What the task asks
Every line in the data below has to be repeated exactly; no picture belongs in the result.

Extracted records
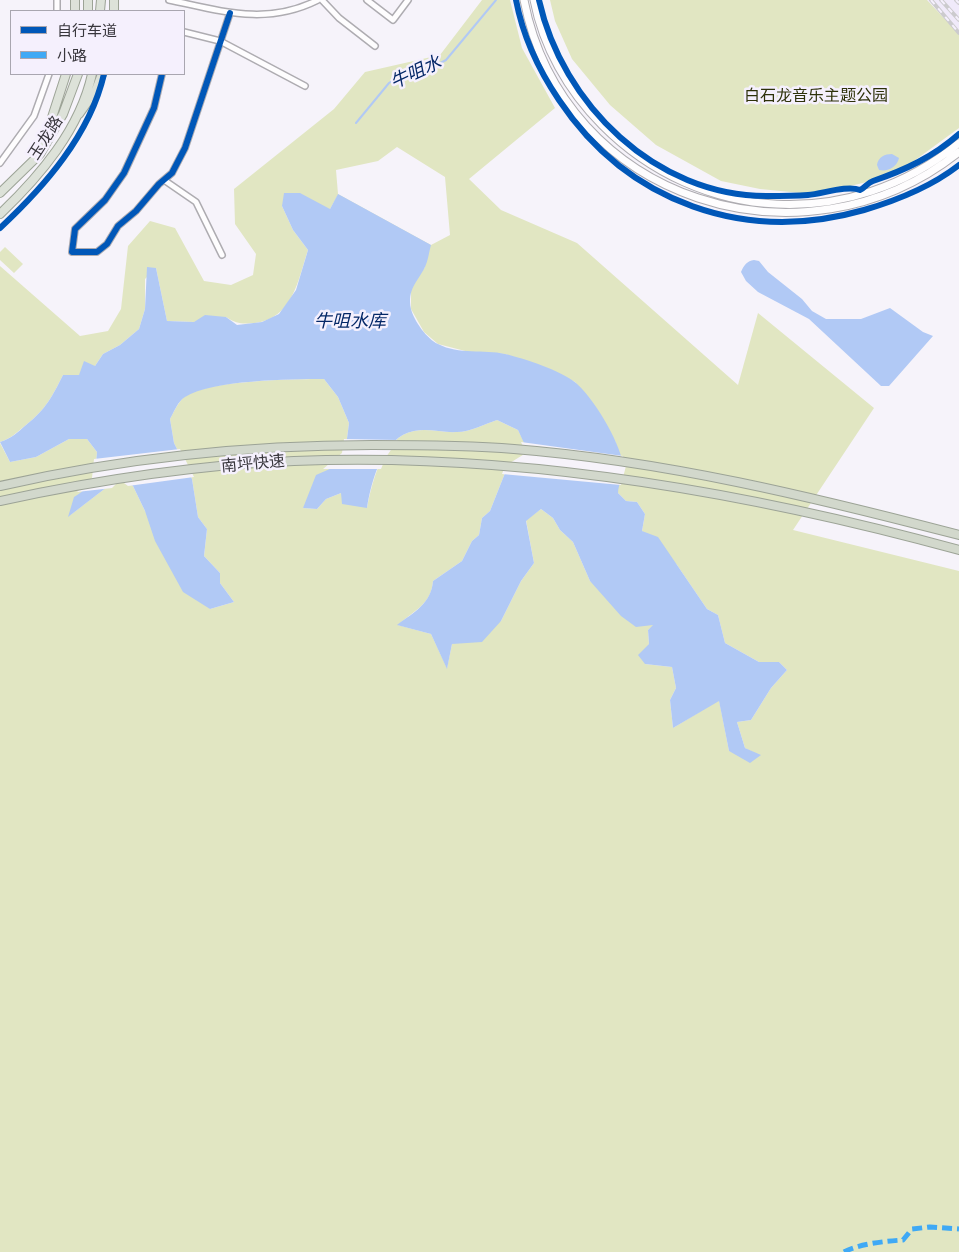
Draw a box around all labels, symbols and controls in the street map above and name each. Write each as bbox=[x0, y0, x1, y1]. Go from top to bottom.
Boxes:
legend bbox=[10, 10, 185, 75]
text: 自行车道 bbox=[57, 21, 117, 40]
text: 小路 bbox=[57, 46, 87, 65]
water label: 牛咀水 bbox=[387, 52, 445, 94]
park label: 白石龙音乐主题公园 bbox=[744, 86, 888, 106]
street label: 玉龙路 bbox=[25, 113, 67, 163]
water label: 牛咀水库 bbox=[314, 311, 386, 333]
street label: 南坪快速 bbox=[220, 452, 286, 476]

Your response
Draw a box around all labels, symbols and controls in the street map above and name each. Write each as bbox=[x0, y0, x1, y1]. Go from top to bottom.
Boxes:
legend bbox=[10, 10, 185, 75]
text: 自行车道 bbox=[57, 21, 117, 40]
text: 小路 bbox=[57, 46, 87, 65]
water label: 牛咀水 bbox=[387, 52, 445, 94]
park label: 白石龙音乐主题公园 bbox=[744, 86, 888, 106]
street label: 玉龙路 bbox=[25, 113, 67, 163]
water label: 牛咀水库 bbox=[314, 311, 386, 333]
street label: 南坪快速 bbox=[220, 452, 286, 476]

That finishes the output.